• Your instructions: Transcribe the data in full and exactly, omitting any pictures.

• Information shown:
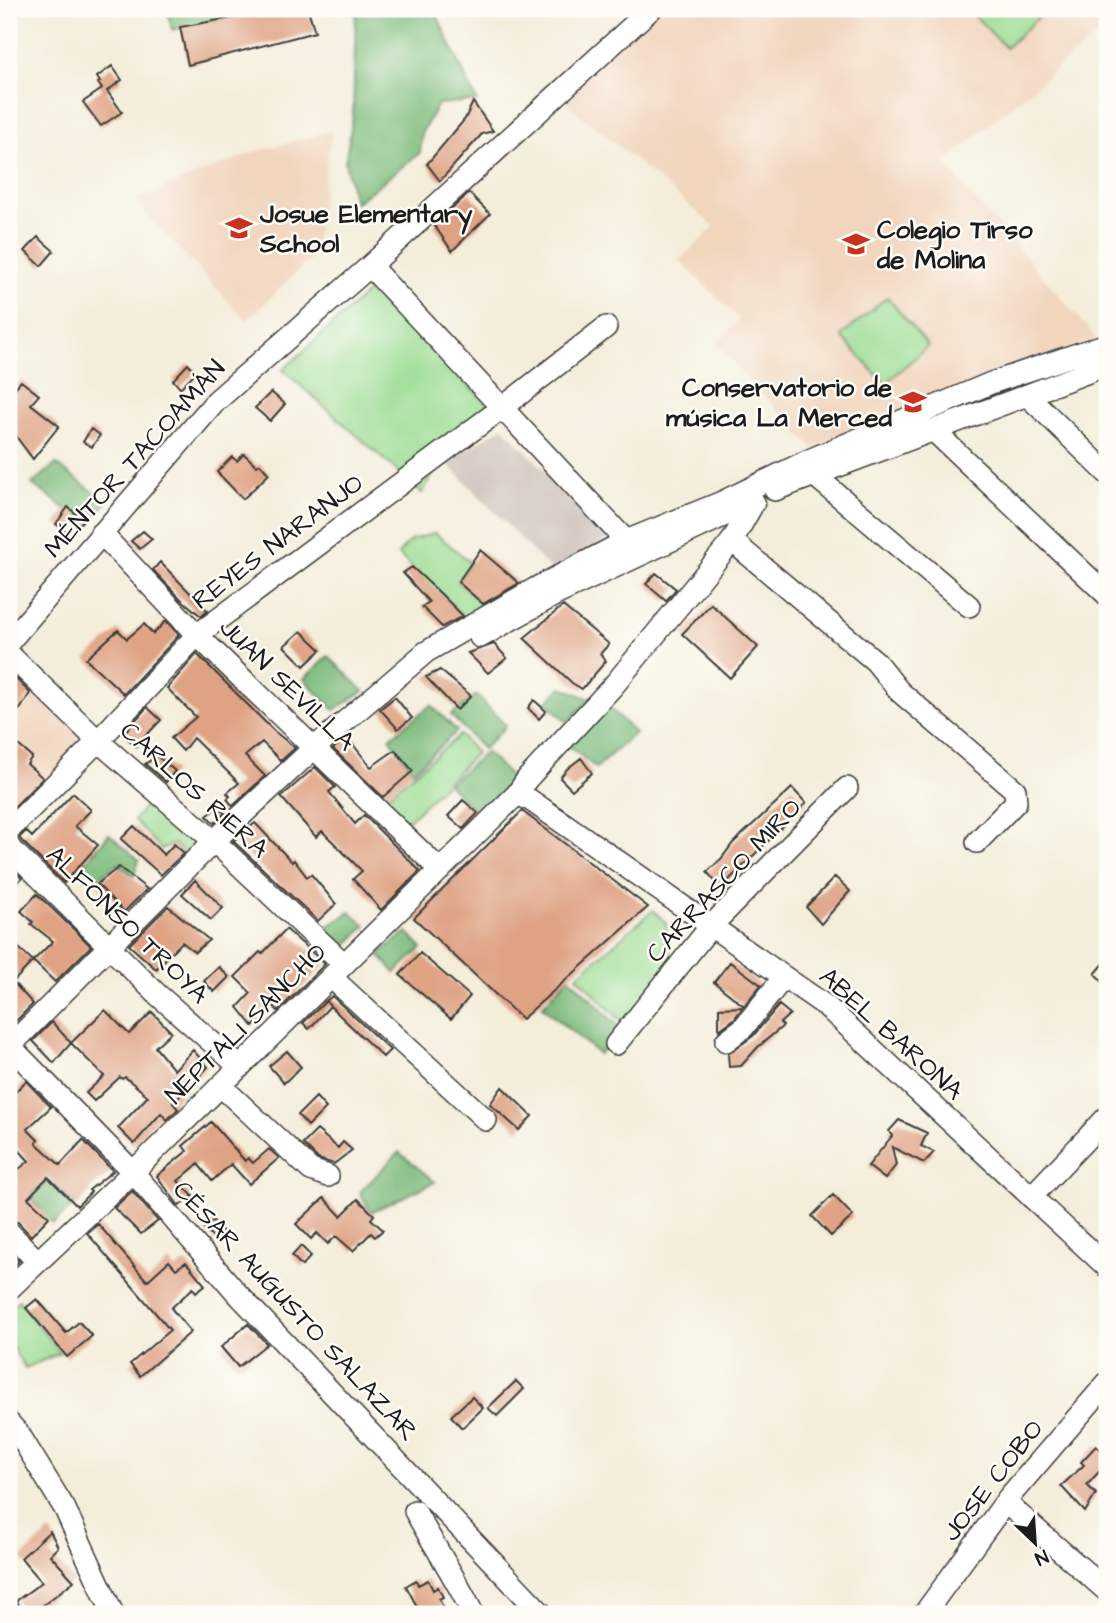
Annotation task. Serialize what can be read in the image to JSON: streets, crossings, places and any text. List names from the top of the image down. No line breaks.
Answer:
{"streets":{"street":["MÉNTOR TACOAMÁN","REYES NARANJO","JUAN SEVILLA","CARLOS RIERA","CARRASCO MIRO","ALFONSO TROYA","NEPTALI SANCHO","ABEL BARONA","CÉSAR AUGUSTO SALAZAR","JOSE COBO"]},"crossings":[["MÉNTOR TACOAMÁN","JUAN SEVILLA"],["REYES NARANJO","JUAN SEVILLA"],["REYES NARANJO","CARLOS RIERA"],["JUAN SEVILLA","NEPTALI SANCHO"],["CARLOS RIERA","NEPTALI SANCHO"],["CARRASCO MIRO","ABEL BARONA"],["ALFONSO TROYA","NEPTALI SANCHO"],["NEPTALI SANCHO","ABEL BARONA"],["NEPTALI SANCHO","CÉSAR AUGUSTO SALAZAR"]],"places":{"school or university":["Josue Elementary School","Colegio Tirso de Molina","Conservatorio de música La Merced"]},"north":"bottom right"}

• Answer space:
Annotation task. Serialize what can be read in the image to JSON: streets, crossings, places and any text. List names from the top of the image down. No line breaks.
Answer:
{"streets":{"street":["MÉNTOR TACOAMÁN","REYES NARANJO","JUAN SEVILLA","CARLOS RIERA","CARRASCO MIRO","ALFONSO TROYA","NEPTALI SANCHO","ABEL BARONA","CÉSAR AUGUSTO SALAZAR","JOSE COBO"]},"crossings":[["MÉNTOR TACOAMÁN","JUAN SEVILLA"],["REYES NARANJO","JUAN SEVILLA"],["REYES NARANJO","CARLOS RIERA"],["JUAN SEVILLA","NEPTALI SANCHO"],["CARLOS RIERA","NEPTALI SANCHO"],["CARRASCO MIRO","ABEL BARONA"],["ALFONSO TROYA","NEPTALI SANCHO"],["NEPTALI SANCHO","ABEL BARONA"],["NEPTALI SANCHO","CÉSAR AUGUSTO SALAZAR"]],"places":{"school or university":["Josue Elementary School","Colegio Tirso de Molina","Conservatorio de música La Merced"]},"north":"bottom right"}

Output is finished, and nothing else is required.